> **Work order**
Write the data out again, character for character, with no images.
• • • • •
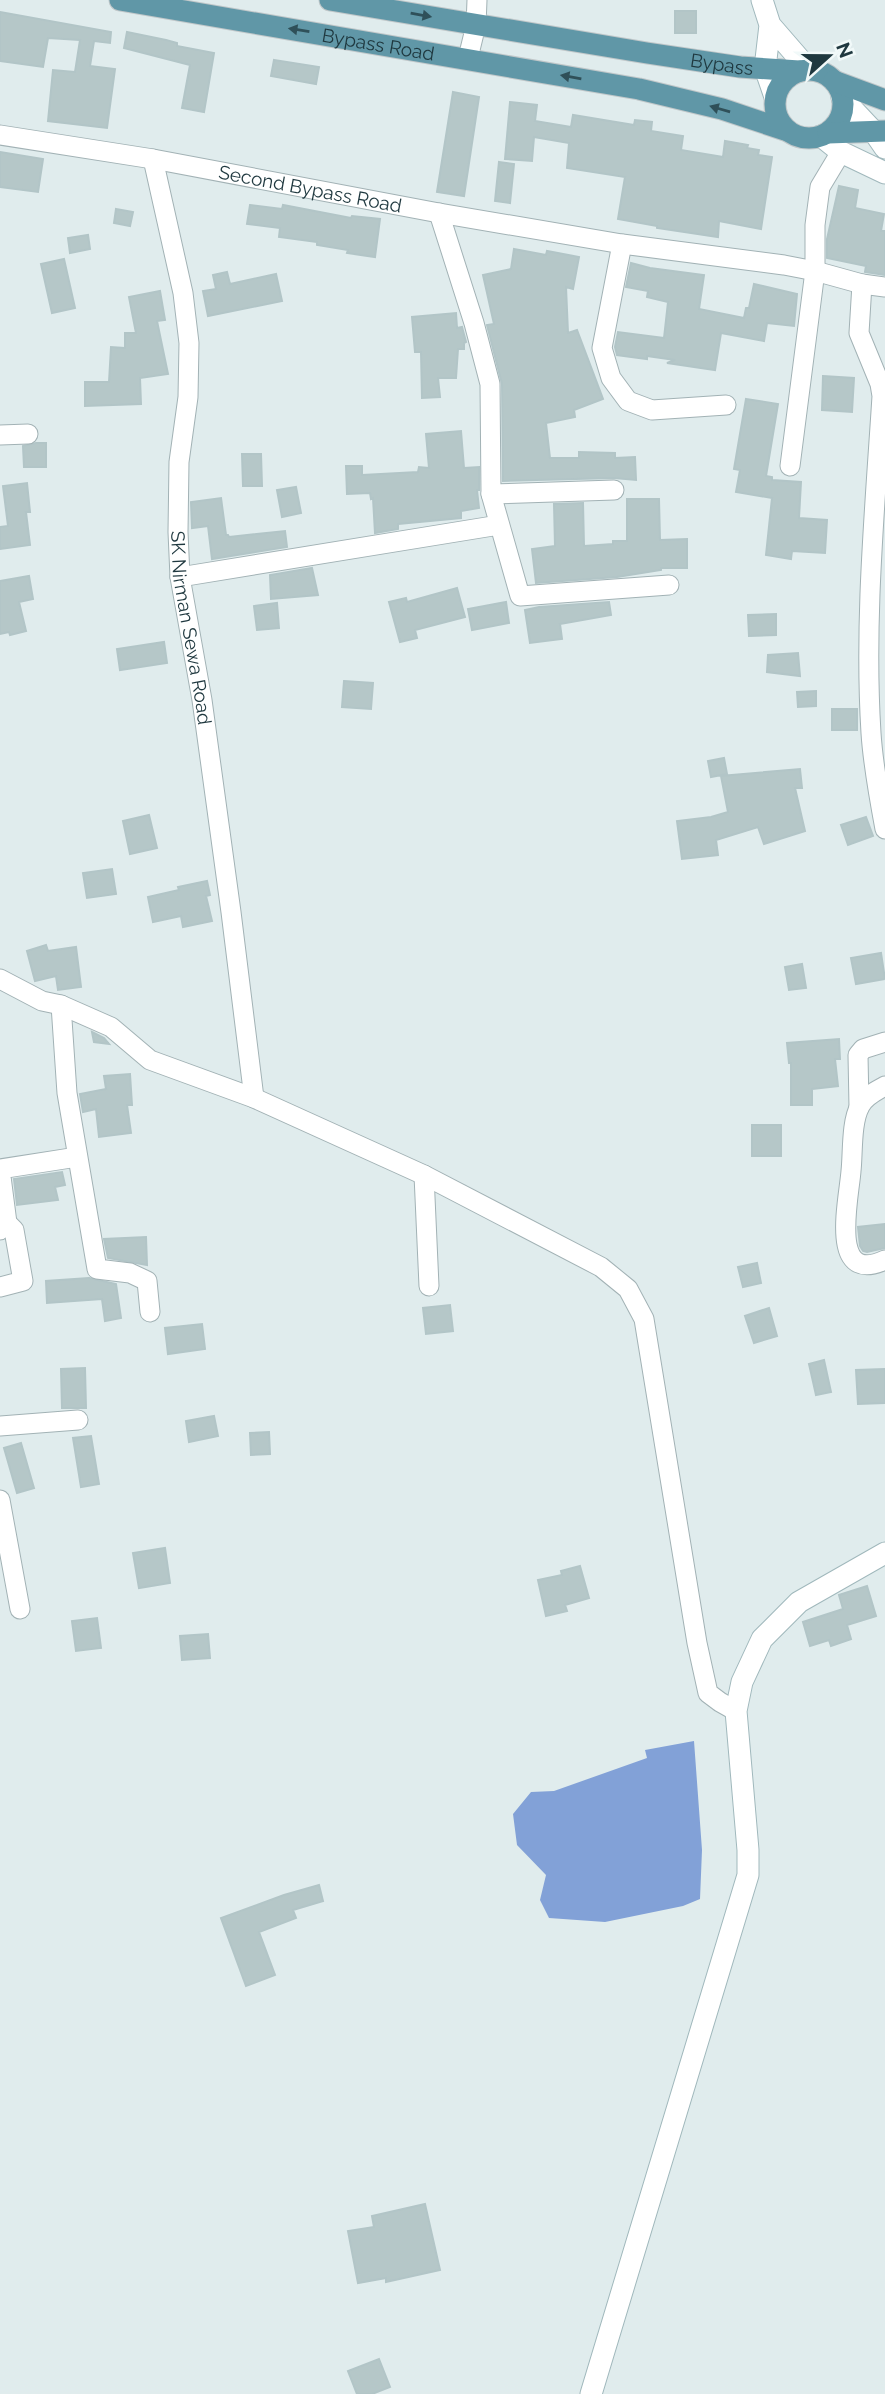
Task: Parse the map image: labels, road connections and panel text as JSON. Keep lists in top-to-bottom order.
{
  "streets": {
    "main road": ["Bypass Road", "Bypass"],
    "street": ["Second Bypass Road", "SK Nirman Sewa Road"]
  },
  "crossings": [
    ["Bypass Road", "Bypass"],
    ["Second Bypass Road", "SK Nirman Sewa Road"]
  ],
  "north": "right"
}
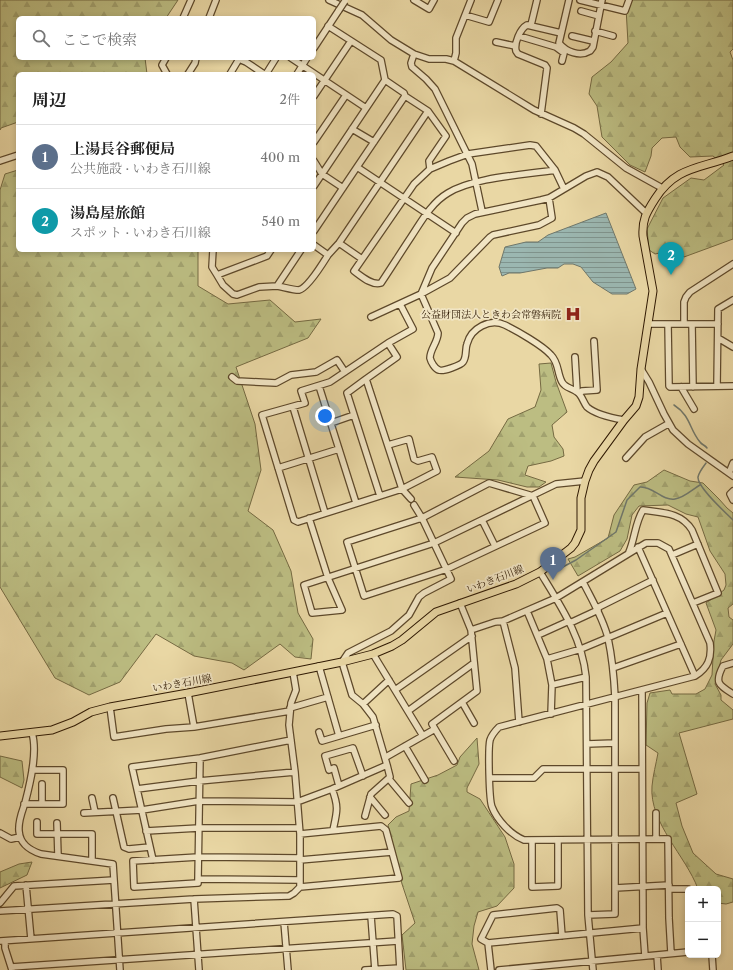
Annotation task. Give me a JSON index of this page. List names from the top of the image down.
{
  "streets": {
    "main road": ["いわき石川線"]
  },
  "places": {
    "hospital": ["公益財団法人ときわ会常磐病院"]
  },
  "page": {
    "search": "ここで検索",
    "heading": ["周辺", "2件"],
    "list": [
      {
        "mark": "1",
        "name": "上湯長谷郵便局",
        "note": "公共施設 · いわき石川線",
        "value": "400 m"
      },
      {
        "mark": "2",
        "name": "湯島屋旅館",
        "note": "スポット · いわき石川線",
        "value": "540 m"
      }
    ],
    "pins": ["2", "1"],
    "map_buttons": ["+", "−"]
  }
}
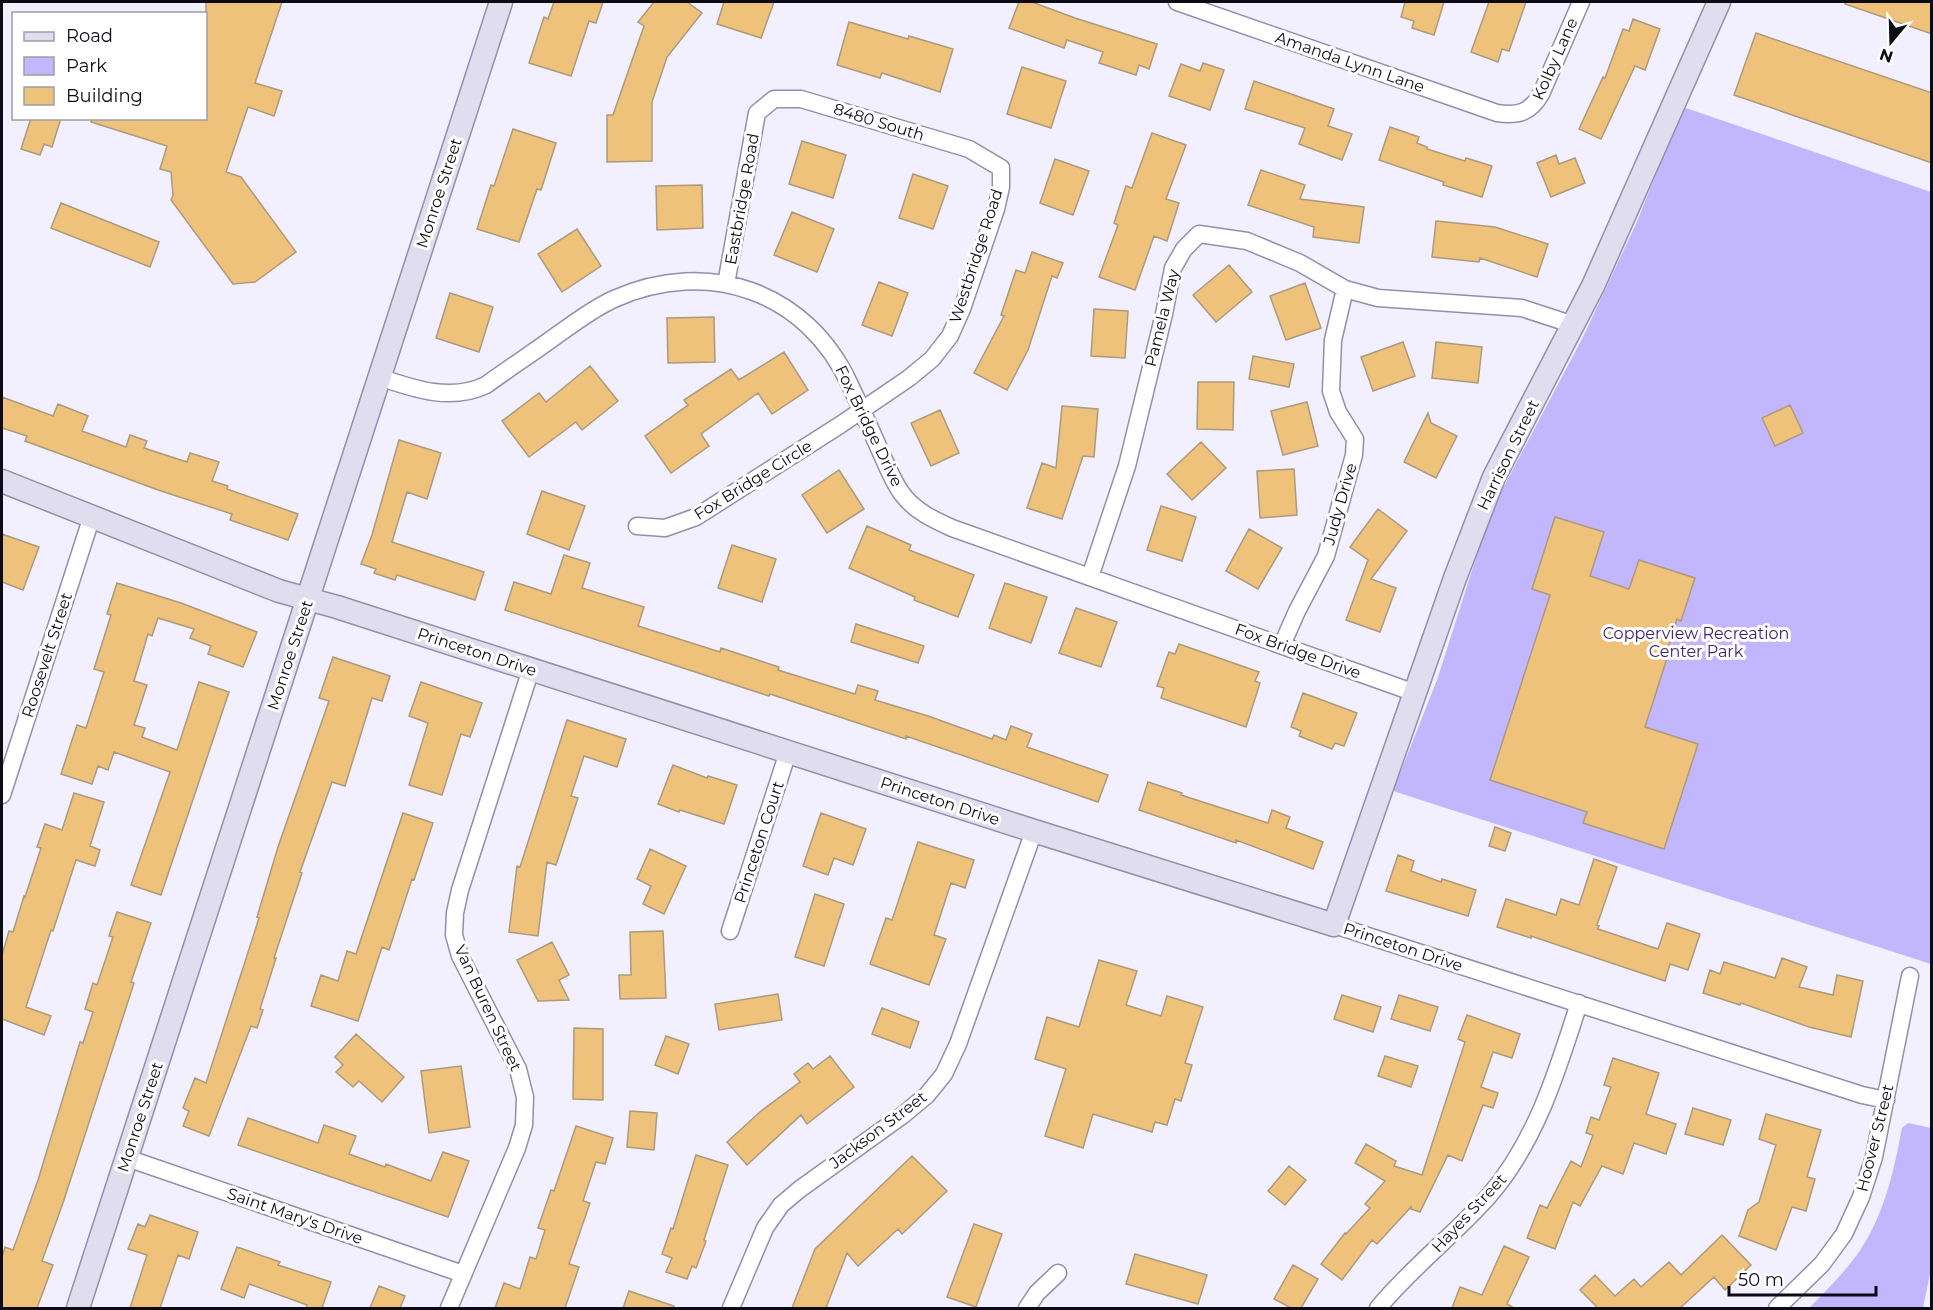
• • • • •
> **Expected answer**
Task: Parse the map image: labels, road connections and panel text as JSON. Keep lists in top-to-bottom order.
{
  "streets": {
    "main road": ["Bypass Road", "Bypass"],
    "street": ["Second Bypass Road", "SK Nirman Sewa Road"]
  },
  "crossings": [
    ["Bypass Road", "Bypass"],
    ["Second Bypass Road", "SK Nirman Sewa Road"]
  ],
  "north": "right"
}
Annotation task. Give me a JSON index of this page. List names from the top of the image down.
{
  "streets": {
    "main road": ["いわき石川線"]
  },
  "places": {
    "hospital": ["公益財団法人ときわ会常磐病院"]
  },
  "page": {
    "search": "ここで検索",
    "heading": ["周辺", "2件"],
    "list": [
      {
        "mark": "1",
        "name": "上湯長谷郵便局",
        "note": "公共施設 · いわき石川線",
        "value": "400 m"
      },
      {
        "mark": "2",
        "name": "湯島屋旅館",
        "note": "スポット · いわき石川線",
        "value": "540 m"
      }
    ],
    "pins": ["2", "1"],
    "map_buttons": ["+", "−"]
  }
}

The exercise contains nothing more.